Re: Naturally Diaspora Jews have far greater stake in Israel survival (China "survival" is not an issue, is it <ggg>)
Indeed China's survival is not an issue for the forseeable future... Besides, although the Chinese were outrageously persecuted by the Japanese military during WWII, they don't sermonize the whole of humankind with "Holocaust" or the uniqueness of the Chinese's history... They were not granted a Nuremberg show-trial in the aftermath of WWII and yet, they didn't ask emperor Akihito of Japan to pay homage to some Yad Vashem of their own... (*)
At least, the fact that the Chinese people are not obsessed with their survival makes for healthier, matter-of-fact relationships with other countries/peoples. The Chinese can't hide the true motives of their political strategies behind a smoke screen of anti-Chinese scapegoating...
(*) NICHOLAS D. KRISTOF, "Burying the Past: War Guilt Haunts Japan," New York Times, November 30, 1998
TOKYO -- Just last month, Japan had seemed to be making major progress in laying World War II to rest, forthrightly apologizing to South Koreans for its behavior and receiving something of an absolution from the visiting Korean president.

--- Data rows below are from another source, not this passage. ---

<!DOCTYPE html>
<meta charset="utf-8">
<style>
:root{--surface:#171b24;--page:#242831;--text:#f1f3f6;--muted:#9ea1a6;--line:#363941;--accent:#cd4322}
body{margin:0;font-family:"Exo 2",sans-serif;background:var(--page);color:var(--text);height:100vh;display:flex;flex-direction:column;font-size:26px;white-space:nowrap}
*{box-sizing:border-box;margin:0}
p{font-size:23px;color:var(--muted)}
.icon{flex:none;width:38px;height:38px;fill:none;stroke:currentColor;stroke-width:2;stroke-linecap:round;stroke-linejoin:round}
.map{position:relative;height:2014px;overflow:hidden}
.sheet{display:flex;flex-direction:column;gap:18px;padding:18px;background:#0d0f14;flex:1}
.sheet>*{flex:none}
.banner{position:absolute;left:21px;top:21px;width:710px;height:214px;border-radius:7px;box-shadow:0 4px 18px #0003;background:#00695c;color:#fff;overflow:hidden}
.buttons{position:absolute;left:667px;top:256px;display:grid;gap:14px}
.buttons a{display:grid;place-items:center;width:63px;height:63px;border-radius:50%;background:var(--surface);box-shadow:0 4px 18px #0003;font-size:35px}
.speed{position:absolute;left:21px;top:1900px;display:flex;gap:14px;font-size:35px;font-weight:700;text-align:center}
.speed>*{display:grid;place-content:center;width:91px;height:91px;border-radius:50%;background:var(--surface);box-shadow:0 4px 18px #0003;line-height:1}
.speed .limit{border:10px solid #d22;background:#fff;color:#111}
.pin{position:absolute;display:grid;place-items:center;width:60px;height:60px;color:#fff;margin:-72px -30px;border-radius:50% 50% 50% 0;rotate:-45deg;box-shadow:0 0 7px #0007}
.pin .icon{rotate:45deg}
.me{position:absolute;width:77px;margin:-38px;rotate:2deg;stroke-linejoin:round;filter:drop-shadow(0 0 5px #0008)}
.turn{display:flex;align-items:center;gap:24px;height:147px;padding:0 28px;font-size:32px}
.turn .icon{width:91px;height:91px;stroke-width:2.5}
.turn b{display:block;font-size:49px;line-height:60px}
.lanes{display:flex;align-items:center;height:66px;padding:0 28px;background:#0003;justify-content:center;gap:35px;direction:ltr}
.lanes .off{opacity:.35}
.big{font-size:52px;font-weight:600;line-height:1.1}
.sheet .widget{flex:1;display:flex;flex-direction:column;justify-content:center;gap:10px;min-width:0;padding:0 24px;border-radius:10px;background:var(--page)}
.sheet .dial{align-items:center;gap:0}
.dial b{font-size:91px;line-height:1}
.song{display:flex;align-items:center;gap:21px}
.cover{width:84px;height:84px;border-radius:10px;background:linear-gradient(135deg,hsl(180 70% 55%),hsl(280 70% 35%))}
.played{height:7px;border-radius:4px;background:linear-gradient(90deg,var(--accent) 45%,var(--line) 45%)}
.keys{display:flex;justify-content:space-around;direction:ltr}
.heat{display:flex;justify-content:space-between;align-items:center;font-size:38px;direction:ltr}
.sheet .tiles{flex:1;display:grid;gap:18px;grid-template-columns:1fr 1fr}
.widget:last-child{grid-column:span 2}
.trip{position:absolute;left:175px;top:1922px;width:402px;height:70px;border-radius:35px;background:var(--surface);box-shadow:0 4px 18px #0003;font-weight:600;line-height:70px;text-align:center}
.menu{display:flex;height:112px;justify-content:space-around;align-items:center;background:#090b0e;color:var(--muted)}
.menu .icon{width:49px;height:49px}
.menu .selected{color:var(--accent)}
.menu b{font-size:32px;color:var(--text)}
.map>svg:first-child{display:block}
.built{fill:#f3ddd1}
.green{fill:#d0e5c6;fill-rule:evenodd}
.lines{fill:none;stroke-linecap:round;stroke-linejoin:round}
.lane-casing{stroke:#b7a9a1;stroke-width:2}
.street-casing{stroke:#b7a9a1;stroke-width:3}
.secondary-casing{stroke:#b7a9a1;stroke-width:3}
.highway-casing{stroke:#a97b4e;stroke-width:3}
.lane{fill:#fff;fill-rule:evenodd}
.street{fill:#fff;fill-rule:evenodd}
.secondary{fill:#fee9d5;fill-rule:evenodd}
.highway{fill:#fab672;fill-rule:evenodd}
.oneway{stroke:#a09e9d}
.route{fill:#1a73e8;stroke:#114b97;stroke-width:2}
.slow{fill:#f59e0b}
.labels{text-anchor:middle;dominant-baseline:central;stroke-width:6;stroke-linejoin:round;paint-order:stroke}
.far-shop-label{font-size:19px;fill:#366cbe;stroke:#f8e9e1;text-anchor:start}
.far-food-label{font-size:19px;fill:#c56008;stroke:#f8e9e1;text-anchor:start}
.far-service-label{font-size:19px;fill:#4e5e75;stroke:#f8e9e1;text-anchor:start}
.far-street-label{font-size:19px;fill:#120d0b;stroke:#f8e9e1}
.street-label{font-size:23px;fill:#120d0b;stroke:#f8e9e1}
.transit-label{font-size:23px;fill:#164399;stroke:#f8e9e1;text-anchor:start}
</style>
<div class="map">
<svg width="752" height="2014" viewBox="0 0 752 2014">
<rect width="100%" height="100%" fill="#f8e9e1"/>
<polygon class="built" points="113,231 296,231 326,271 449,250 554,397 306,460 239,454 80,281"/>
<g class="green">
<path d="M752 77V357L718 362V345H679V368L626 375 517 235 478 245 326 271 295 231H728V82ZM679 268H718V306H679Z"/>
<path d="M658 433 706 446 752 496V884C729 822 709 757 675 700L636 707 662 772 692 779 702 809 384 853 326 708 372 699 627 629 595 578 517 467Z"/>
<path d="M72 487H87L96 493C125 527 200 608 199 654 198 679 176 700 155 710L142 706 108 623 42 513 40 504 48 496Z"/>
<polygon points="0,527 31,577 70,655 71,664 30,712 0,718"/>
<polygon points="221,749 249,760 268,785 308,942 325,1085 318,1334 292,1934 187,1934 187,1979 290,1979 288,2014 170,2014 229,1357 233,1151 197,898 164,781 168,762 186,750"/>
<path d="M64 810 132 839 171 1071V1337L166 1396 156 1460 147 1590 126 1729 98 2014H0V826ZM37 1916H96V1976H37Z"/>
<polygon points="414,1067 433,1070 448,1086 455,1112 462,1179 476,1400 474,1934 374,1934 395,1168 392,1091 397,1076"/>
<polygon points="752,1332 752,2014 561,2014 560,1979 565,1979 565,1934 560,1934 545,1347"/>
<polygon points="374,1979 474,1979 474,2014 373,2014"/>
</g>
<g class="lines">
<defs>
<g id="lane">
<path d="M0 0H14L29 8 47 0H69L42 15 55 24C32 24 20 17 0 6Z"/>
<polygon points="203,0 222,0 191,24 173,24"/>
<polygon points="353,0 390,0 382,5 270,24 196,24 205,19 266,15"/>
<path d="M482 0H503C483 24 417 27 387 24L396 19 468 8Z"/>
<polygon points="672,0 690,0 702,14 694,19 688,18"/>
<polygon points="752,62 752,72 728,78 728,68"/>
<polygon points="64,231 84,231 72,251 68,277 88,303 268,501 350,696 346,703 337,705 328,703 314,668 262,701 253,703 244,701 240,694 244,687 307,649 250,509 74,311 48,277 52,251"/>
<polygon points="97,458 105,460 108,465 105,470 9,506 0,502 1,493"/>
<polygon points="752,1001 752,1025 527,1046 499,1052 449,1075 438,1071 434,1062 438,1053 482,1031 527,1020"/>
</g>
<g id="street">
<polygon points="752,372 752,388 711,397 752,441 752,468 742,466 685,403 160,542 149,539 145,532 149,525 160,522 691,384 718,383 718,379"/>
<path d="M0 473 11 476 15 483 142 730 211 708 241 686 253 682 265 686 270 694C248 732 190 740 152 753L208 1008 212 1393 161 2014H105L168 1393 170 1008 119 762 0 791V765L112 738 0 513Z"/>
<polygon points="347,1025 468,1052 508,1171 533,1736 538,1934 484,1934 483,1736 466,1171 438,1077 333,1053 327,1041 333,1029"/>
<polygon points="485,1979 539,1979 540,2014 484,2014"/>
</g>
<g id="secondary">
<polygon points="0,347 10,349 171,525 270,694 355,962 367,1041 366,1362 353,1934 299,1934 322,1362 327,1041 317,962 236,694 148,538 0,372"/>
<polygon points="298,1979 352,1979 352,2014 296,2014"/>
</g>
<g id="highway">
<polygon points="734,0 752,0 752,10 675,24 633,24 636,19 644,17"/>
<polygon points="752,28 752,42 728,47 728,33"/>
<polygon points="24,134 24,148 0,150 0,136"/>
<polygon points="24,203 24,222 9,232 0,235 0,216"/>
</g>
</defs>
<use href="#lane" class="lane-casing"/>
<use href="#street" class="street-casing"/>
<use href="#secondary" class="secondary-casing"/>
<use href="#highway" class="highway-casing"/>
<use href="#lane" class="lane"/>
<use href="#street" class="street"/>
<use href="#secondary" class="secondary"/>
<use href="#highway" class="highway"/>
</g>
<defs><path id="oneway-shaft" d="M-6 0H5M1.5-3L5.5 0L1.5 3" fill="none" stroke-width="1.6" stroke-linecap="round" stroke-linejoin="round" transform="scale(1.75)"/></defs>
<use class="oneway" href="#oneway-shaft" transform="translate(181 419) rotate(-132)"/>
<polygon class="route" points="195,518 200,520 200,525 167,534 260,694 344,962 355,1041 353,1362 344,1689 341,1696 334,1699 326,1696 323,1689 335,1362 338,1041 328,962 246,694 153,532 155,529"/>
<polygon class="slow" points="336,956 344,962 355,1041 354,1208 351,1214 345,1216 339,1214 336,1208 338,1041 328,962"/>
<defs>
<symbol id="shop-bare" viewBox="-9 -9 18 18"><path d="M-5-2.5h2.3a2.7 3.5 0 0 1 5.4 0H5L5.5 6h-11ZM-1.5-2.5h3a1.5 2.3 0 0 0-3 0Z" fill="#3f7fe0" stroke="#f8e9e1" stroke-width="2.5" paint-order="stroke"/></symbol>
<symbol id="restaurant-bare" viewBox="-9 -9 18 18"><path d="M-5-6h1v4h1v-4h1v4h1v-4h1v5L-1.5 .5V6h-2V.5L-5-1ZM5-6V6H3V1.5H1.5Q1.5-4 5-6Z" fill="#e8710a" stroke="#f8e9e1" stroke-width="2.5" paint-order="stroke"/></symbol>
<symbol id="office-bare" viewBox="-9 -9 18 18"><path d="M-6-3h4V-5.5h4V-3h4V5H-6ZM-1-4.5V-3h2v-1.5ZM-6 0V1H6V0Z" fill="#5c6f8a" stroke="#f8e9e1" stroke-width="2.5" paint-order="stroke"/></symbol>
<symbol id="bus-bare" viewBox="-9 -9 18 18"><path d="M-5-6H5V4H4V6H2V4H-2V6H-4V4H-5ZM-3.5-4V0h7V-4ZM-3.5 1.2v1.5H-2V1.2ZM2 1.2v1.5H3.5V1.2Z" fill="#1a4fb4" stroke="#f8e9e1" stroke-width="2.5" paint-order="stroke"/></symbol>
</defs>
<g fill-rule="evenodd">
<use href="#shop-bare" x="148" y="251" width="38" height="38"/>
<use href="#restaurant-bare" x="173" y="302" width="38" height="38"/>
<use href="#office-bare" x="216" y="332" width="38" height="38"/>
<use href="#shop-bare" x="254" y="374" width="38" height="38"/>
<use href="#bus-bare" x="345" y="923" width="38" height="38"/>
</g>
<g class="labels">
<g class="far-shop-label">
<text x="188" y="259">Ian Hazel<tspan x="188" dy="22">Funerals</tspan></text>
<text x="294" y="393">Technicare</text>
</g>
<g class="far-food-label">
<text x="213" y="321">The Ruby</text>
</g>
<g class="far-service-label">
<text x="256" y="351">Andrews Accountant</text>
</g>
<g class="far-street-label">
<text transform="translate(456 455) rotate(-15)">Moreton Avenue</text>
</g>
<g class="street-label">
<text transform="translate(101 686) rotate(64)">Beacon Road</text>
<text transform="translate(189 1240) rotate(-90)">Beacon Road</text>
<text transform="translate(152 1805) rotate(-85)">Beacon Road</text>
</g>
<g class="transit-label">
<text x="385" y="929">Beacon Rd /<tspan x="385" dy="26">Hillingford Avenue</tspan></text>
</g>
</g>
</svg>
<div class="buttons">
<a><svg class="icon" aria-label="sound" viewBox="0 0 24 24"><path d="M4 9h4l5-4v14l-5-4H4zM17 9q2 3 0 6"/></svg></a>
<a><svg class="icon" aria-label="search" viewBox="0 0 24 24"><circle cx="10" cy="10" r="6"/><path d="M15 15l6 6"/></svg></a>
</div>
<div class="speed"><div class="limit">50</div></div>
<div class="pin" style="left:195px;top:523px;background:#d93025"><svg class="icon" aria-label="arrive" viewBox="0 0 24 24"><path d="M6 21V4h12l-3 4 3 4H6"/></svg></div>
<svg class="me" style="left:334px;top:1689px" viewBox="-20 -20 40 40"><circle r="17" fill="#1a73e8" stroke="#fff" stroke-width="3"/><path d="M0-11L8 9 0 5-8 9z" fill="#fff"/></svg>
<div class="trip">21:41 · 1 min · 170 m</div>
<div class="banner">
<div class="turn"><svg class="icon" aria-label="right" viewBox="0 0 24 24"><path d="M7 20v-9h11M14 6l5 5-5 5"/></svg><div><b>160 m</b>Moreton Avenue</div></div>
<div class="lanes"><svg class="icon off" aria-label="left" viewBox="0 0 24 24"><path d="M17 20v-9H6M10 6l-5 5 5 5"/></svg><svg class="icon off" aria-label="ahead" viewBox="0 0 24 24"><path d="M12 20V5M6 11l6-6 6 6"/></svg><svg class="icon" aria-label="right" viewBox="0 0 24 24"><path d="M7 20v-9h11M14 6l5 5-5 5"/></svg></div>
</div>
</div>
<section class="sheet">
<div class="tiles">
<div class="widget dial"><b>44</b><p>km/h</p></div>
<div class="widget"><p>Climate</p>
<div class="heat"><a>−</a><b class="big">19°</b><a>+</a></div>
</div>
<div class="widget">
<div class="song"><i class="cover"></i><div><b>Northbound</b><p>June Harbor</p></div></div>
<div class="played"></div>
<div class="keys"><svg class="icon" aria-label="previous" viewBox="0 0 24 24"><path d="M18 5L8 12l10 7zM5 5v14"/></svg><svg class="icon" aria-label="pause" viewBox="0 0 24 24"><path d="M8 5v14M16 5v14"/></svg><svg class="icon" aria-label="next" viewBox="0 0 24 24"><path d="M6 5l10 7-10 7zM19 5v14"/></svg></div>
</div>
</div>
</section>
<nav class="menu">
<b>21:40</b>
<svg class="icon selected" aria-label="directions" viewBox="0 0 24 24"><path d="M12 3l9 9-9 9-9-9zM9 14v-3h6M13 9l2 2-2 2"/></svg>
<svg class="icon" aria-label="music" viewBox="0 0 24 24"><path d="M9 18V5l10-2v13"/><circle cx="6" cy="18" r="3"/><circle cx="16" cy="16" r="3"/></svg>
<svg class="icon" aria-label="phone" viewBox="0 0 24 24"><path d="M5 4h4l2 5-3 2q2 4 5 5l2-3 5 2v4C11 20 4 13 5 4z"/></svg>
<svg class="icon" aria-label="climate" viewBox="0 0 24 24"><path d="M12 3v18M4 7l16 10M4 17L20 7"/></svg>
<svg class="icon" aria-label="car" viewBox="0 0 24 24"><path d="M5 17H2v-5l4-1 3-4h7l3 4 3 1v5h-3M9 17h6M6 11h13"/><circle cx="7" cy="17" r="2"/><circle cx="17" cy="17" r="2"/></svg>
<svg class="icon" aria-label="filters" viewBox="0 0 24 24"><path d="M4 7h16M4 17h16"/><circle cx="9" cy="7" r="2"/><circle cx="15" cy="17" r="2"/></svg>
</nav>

Then President Jiang Zemin of China arrived on the first visit ever by a Chinese head of state and asked for a similar apology. And suddenly, like a forgotten old jack-in-the-box, history leaped out of the past to roil the present and future.
Japanese Prime Minister Keizo Obuchi offered Jiang the traditional welcome gift -- a statement of "deep remorse" for Japan's war-time conduct -- but Jiang wanted an actual formal written apology. And Japan refused. [...]
To Chinese, Japan's reluctance to apologize formally suggests a dark ambivalence about one of the bloodiest invasions in human history. Many Chinese are honestly fearful of Japan's long-run intentions, and some passionately warn Americans not to be fooled by a Japan that they believe is itching to rise up in arms again. Chinese are outraged when Japanese officials periodically suggest that the Rape of Nanking -- in which Japanese troops massacred as many as 200,000 Chinese in 1937 -- was much ado about nothing or that Japan was not an aggressor in the war.